The wedge-shaped area between the Temple of Vesta and the Temple of Antonius Pius and Faustina marks the site of the Regia, thought by the Romans to have been the residence of their early kings, beginning with the second, Numa Pompilius (Plutarch, Life, XIV.1), who donated it to the Pontifex Maximus, the chief priest and the administrative and spiritual superior of the Vestal Virgins. The Regia was considered a sacred space and, although the seat of authority, was not where the pontiff lived. That house was the domus publica, which originally was part of the House of the Vestals until Augustus assumed the office in 12 BC and moved the official residence to the Palatine. Caesar lived in the domus publica for almost twenty years, when he assumed the office of Pontifex Maximus in 62 BC (which allowed him to move from his unfashionable quarters in the Subura). That year, the festival of the Bona Dea was celebrated and it was where Publius Clodius Pulcher, disguised as a woman, was caught trying to seduce Caesar's wife. The Regia also was where records and documents were kept, the annals and calendar, and where the college of pontiffs assembled.

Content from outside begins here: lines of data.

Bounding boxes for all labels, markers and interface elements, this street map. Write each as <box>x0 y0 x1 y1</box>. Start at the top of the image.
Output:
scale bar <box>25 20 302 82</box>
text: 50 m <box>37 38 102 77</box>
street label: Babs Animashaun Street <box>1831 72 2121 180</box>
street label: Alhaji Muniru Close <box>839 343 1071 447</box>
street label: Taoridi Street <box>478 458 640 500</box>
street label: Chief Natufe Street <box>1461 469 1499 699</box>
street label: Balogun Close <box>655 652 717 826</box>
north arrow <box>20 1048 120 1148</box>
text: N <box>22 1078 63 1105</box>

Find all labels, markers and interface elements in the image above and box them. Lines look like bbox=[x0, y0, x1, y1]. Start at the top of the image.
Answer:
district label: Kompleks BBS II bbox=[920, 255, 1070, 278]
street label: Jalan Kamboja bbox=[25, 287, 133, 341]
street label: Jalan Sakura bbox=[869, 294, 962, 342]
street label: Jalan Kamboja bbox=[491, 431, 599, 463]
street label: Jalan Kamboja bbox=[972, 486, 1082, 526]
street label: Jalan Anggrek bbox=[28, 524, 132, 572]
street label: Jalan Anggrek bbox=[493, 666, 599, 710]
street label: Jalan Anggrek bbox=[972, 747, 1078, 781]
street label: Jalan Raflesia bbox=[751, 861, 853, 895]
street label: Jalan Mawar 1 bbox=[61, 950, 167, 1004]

The curious trapezoidal shape was an attempt to maintain the building's east-west orientation and still fit behind the Temple of Divine Julius. The name, itself, suggests an ancient connection with the kings of Rome and, in honor of its antiquity, subsequent rebuilding conformed to the original design. There were restorations in 210 BC and 148 BC, and by Cnaeus Domitius Calvinus in 36 BC from the spoils of his victory in Spain that year (Dio, XLVIII.42.4-6). It may have been then that Calvinus decorated the outside walls with lists of the consuls and triumphators from Romulus to Augustus (fasti consulares et triumphales) that were found nearby and now are in the Palazzo dei Conservatori. Splendidly adorned, including statues borrowed from Caesar which, when they were not returned, were offered instead as votive offerings, the thick marble walls possibly protected against the fires of AD 64 and AD 191. The House of the Vestals was destroyed in the fire of Nero (Tacitus, Annals, XV.41, which also says that the Regia was lost). When the Atrium Vestae was rebuilt, its cardinal alignment with the Temple of Vesta and the Regia was disregarded.
The Regia had three rooms, the largest a shrine to Mars, who both was a god of agriculture as well as war. Here were held hia shield, said to have fallen from heaven (Plutarch, Life of Numa, XIII.1ff), and the spears, which were clashed together before a campaign began and the god roused by the cry Mars vigila, "Mars awake!" (Servius, Commentary on the Aeneid of Virgil, VIII.3.1). These sacred weapons, removed to the domus publica where Caesar resided after being elected Pontiff, were said to have "made a great noise at night," portending his assassination the next day (Dio, XLIV.17.2). A shrine to Ops Consiva (from conserere, "to sow"), the consort of Saturn and goddess of plenty, was so sacred that only the Pontifex Maximus and Vestal Virgins were allowed to enter (Varro, De Lingua Latina, VI.3). Here, on August 25, her annual harvest festival and the storage of crops were celebrated. Between the chapels, a vestibule opened onto a courtyard, where two sacred bay trees grew.
A remnant of the monarchy was the role of the rex sacrorum, who as "king of sacred rites" oversaw religious observances traditionally performed by the king. And yet, "lest he should become king in anything more than name, and so threaten that liberty which was their first care, his office was made subordinate to the Pontifex Maximus" (Livy, II.2.1; also Dionysius of Halicarnassus, IV.74.4; V.1.4).